Oil futures headed higher in early trade in London, as investors parsed more positive vaccine news and rising tensions in the Middle East.

Brent Crude (BZ=F) ticked 2.3% higher, while Crude futures (CL=F) were up 2% at 8.50am in London.

Hopes of an imminent vaccine are supporting the expectation of a pick-up in global travel, one of the biggest consumers of oil.

UK suffers from second lockdown

The UK’s economic recovery is facing a “double-dip” downturn as coronavirus lockdowns batter firms, a leading business survey suggests.

Industry data released on Monday points to the sharpest decline in private sector output since May as economic restrictions left firms reeling after four months of expansion. The fall was still less severe than expected by analysts, however.

Trade has taken the biggest hit for firms in services, which makes up four-fifths of the economy from cafes to shops to art galleries. But manufacturing activity continued to expand, smashing analysts’ predictions of decline to hit a three-month high.

The purchasing managers’ index (PMI) data, one of the most closely watched indicators on the health of the UK economy, shows overall activity declining for the first time in months.

Pound rises on Brexit deal hopes

The pound was rising on Monday morning on the back of a report claiming UK prime minister Boris Johnson is planning to once again personally intervene in Brexit talks.

Sterling was up half a percent against the euro and dollar in early trade in London, following a report in the Telegraph suggesting Johnson will this week make a “significant” intervention.

Johnson will reportedly speak directly to European Commission president Ursula von der Leyen in a bid to “clear away final barriers” to a trade deal. The Telegraph suggested next Tuesday is now the unofficial deadline for talks to conclude.

The pound was up 0.5% against the euro to €1.126 (GBPEUR=X) by 9am in London.
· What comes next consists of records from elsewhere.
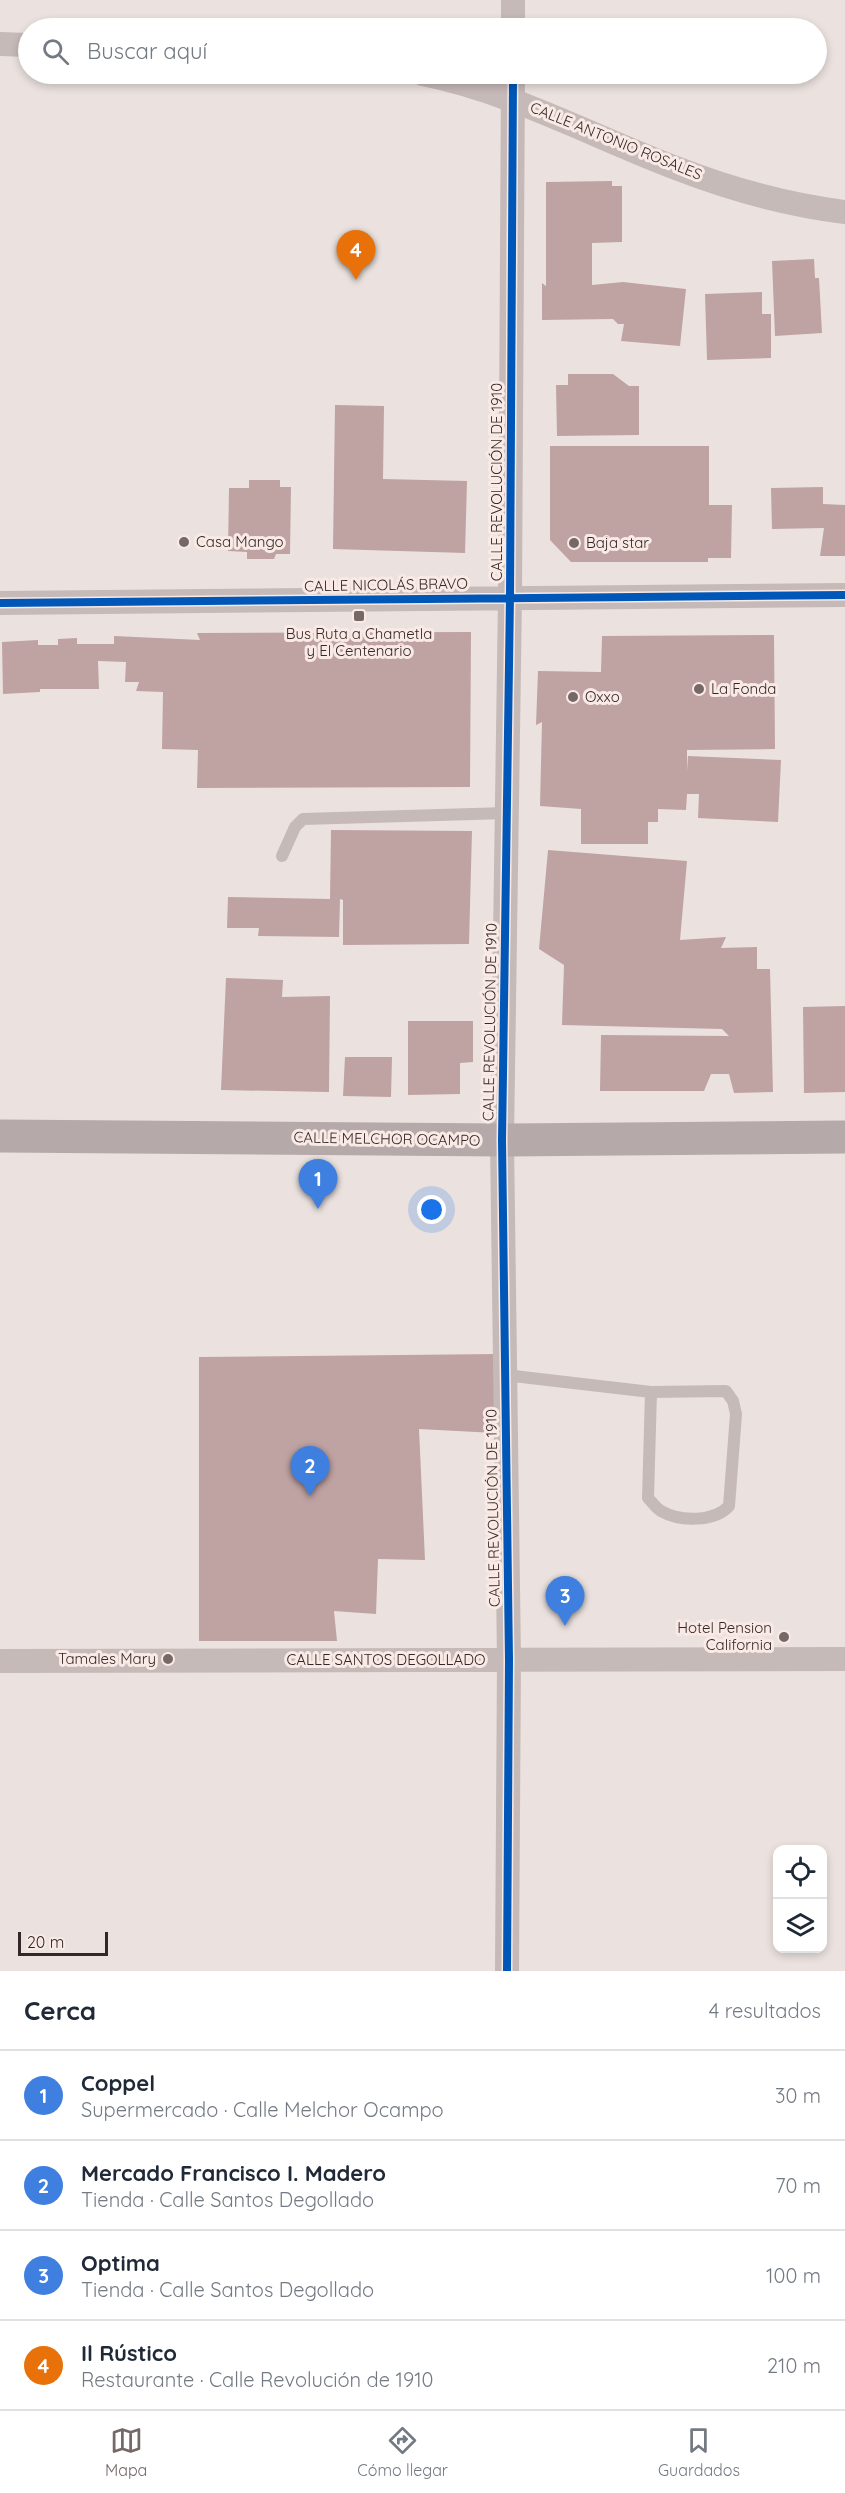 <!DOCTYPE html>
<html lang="es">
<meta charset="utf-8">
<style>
:root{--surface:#fff;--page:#f6f6f7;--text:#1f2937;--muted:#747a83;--line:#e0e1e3;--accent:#756867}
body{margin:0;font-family:Quicksand,sans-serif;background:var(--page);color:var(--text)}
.controls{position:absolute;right:18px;bottom:18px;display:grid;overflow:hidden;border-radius:12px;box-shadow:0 3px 9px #0003}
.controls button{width:54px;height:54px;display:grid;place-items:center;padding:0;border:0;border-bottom:2px solid var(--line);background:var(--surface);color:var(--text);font:30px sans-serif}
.scale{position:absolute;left:18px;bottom:15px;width:90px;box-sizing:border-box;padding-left:6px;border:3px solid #352727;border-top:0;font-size:16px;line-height:21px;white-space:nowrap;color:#352727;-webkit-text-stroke:4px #f9eae6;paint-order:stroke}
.you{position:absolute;left:432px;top:1210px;width:21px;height:21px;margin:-15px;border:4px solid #fff;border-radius:50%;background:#1a73e8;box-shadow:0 0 0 9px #1a73e833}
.badge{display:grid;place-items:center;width:39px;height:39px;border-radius:50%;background:var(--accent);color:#fff;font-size:20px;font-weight:700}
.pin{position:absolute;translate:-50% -50px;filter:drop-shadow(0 2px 3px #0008)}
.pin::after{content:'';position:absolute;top:32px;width:21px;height:18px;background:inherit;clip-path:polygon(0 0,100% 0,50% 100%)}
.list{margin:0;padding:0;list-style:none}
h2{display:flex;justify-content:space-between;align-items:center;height:78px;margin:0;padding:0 24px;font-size:26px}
h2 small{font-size:20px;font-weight:400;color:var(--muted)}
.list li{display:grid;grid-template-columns:39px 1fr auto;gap:18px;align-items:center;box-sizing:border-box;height:90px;padding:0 24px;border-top:2px solid var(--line)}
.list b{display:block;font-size:22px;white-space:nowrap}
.list p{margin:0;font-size:20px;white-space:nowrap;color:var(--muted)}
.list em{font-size:20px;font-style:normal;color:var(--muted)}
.icon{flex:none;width:33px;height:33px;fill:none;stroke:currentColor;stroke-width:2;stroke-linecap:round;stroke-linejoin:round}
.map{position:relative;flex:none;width:845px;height:1971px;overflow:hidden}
.search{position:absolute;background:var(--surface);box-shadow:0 3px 9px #0003;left:18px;right:18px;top:18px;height:66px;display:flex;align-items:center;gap:15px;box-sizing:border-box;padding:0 21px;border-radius:33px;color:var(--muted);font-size:22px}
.sheet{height:438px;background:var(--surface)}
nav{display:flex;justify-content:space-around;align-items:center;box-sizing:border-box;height:84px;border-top:2px solid var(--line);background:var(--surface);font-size:16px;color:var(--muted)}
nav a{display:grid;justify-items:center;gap:3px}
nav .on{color:var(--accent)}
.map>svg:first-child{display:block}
.building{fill:#bfa2a2}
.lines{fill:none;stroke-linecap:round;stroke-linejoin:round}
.lane{stroke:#c5bab8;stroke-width:12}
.street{stroke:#c5bab8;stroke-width:24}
.secondary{stroke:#b5aaa9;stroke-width:33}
.cycleway-casing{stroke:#f9eae6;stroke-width:11}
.cycleway{stroke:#0057b8;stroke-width:8}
.poi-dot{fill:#756867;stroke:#f9eae6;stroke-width:2}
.labels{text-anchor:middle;stroke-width:6;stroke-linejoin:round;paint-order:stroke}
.street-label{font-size:15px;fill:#352727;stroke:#f9eae6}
.poi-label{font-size:15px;fill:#352727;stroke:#f9eae6;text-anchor:start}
</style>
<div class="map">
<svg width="845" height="1971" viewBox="0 0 845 1971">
<rect width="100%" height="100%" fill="#ebe2df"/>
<!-- building -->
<path class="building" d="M612,181V186H622V242L592,243V285L623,282L686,289L680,346L621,341L624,324H618L613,319L542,320V283L546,286V182Z
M814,259L815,278H819L822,333L775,336L772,261Z
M762,292V314H771V358L707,360L705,294Z
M568,374H613L629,386H639V435L557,436L556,385H568Z
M335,405L384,406L383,479L467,481L465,553L333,549Z
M550,446H709V505H732L731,558H708V562H571L550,540Z
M249,480H280V487H291L290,554H276L274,559H247V552L228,551L229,488H249Z
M823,487V504L845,505V556H820L824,528L772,529L771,488Z
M471,632L470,787L197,788L198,750L162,749L163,692L136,691L139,682H125L126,662L98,661L99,689H40V692L3,694L2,642L38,640V645H58V639L77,638V644H114V636L200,640L197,633Z
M774,635L775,749L687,750V771L688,756L781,760L778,822L698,818L699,794H687L686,810L658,809V822H648V844H581V809L540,806L542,722L536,725L538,671L601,672L602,636Z
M331,830L472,831L469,944L343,945V900L340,899L339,937L258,936L259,928H227L228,897L330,899Z
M548,850L687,861L680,940L726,937L721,948L757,947V969H770L773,1092L734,1093L729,1074H711L704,1091H600L601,1035L729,1036L722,1029L562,1025L564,965L539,949Z
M226,978L283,980L282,997L330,996L329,1092L221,1090Z
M845,1006V1092L804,1093L803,1007Z
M408,1021H473V1062L460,1063V1094L408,1095Z
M345,1057H392L391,1097L343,1096Z
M499,1354L495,1433L419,1429L425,1560L378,1559L376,1614L334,1611L337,1641H199V1357Z"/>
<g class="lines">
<!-- lane -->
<path class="lane" d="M282,856L295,827L303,819L507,813
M505,1375L651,1392L726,1391L733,1401L736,1414L729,1506C715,1522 680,1522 661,1511C656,1508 652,1502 648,1498L651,1392"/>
<!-- street -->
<path class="street" d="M513,28V0
M0,44L28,45
M423,74C512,92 592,136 676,168C730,189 788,205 845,212
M0,603L845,595
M0,1661L845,1659
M507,1971L509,1660L502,1140L510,597L513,74"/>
<!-- secondary -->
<path class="secondary" d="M0,1136L502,1140L845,1137"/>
<!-- cycleway casing -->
<g class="cycleway-casing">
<path id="cycleway" d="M0,603L845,595
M507,1971L509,1660L502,1140L510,597L513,74"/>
</g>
<!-- cycleway -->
<use href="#cycleway" class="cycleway"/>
</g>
<!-- markers -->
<g class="poi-dot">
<circle cx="184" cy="542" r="6"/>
<circle cx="574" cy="543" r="6"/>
<rect x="353" y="610" width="12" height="12" rx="3"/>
<circle cx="699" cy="689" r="6"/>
<circle cx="573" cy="697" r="6"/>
<circle cx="784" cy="1637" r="6"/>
<circle cx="168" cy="1659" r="6"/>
</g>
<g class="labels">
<!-- street labels -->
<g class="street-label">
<text transform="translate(616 141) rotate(22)" y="5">CALLE ANTONIO ROSALES</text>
<text transform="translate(497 482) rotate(-90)" y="5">CALLE REVOLUCIÓN DE 1910</text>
<text transform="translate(386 585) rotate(-1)" y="5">CALLE NICOLÁS BRAVO</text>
<text transform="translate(490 1022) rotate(-89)" y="5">CALLE REVOLUCIÓN DE 1910</text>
<text transform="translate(387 1139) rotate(1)" y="5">CALLE MELCHOR OCAMPO</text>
<text transform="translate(493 1508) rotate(-91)" y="5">CALLE REVOLUCIÓN DE 1910</text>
<text x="386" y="1665">CALLE SANTOS DEGOLLADO</text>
</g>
<!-- poi labels -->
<g class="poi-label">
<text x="196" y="547">Casa Mango</text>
<text x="586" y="548">Baja star</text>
<text x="359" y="639" text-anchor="middle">Bus Ruta a Chametla<tspan x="359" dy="17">y El Centenario</tspan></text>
<text x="711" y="694">La Fonda</text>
<text x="585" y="702">Oxxo</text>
<text x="772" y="1633" text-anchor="end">Hotel Pension<tspan x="772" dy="17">California</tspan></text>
<text x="156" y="1664" text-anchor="end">Tamales Mary</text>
</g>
</g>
</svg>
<div class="controls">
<button><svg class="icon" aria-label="locate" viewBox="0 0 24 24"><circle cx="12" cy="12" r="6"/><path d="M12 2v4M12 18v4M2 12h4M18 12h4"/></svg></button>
<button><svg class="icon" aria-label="layers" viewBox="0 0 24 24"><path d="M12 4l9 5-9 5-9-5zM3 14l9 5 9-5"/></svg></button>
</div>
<div class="scale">20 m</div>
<div class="you"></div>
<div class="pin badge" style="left:318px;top:1209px;background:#3f7fe0">1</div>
<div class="pin badge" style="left:310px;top:1496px;background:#3f7fe0">2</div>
<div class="pin badge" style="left:565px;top:1626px;background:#3f7fe0">3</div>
<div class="pin badge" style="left:356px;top:280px;background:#e8710a">4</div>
<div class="search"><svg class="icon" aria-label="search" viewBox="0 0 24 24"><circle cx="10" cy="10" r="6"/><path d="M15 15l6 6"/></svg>Buscar aquí</div>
</div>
<section class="sheet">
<h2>Cerca<small>4 resultados</small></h2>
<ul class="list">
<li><span class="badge" style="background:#3f7fe0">1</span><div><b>Coppel</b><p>Supermercado · Calle Melchor Ocampo</p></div><em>30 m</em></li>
<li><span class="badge" style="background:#3f7fe0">2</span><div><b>Mercado Francisco I. Madero</b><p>Tienda · Calle Santos Degollado</p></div><em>70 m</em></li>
<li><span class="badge" style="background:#3f7fe0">3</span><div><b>Optima</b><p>Tienda · Calle Santos Degollado</p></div><em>100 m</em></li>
<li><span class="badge" style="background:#e8710a">4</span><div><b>Il Rústico</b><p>Restaurante · Calle Revolución de 1910</p></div><em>210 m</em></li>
</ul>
</section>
<nav>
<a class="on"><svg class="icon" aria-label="map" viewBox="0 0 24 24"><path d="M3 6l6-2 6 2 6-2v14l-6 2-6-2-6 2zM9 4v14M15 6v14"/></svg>Mapa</a>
<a><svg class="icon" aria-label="directions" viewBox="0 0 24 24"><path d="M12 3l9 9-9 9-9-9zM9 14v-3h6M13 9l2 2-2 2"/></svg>Cómo llegar</a>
<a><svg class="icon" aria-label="saved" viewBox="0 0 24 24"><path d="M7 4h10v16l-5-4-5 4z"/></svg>Guardados</a>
</nav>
Sterling was up 0.6% against the dollar to $1.337 (GBPUSD=X).

Cineworld pops after $450m lifeline

Cineworld (CINE.L) shares climbed as much as fifth on Monday after it announced that it had secured waivers for its debt covenants until June 2022 and $450m in new loans to weather the COVID-19 storm.

The cinema chain, which also owns Picturehouse and Regal, said the move will provide the group with “financial and operational flexibility until lockdown restrictions in key jurisdictions are eased and studios are able to bring their enhanced pipeline of major releases back to the big screen.”

It will also issue equity warrants worth around 11% of its share capital, adding that its debt measures have given the company over $750m of extra liquidity and reduced monthly cash spend to around $60m.

Cineworld also extended the maturity of its $111m incremental revolving credit facility from December 2020 to May 2024.

Second lockdowns hit European economies

Business activity in the 19-country eurozone declined significantly in November as a strong second wave of the coronavirus swept across Europe, and many countries rushed to impose tighter restrictions on business and social life.

IHS Markit’s Purchase Managers Index (PMI) Composite Output Index came in at a six-month low of 45.1 in November, down from 50.0 in October. Its Flash Eurozone Services PMI was 41.3, from 46.9 in October, also at a six-month low. The Eurozone Manufacturing PMI Output Index showed 55.5, from 58.4 in October.

Any reading above 50 signals growth.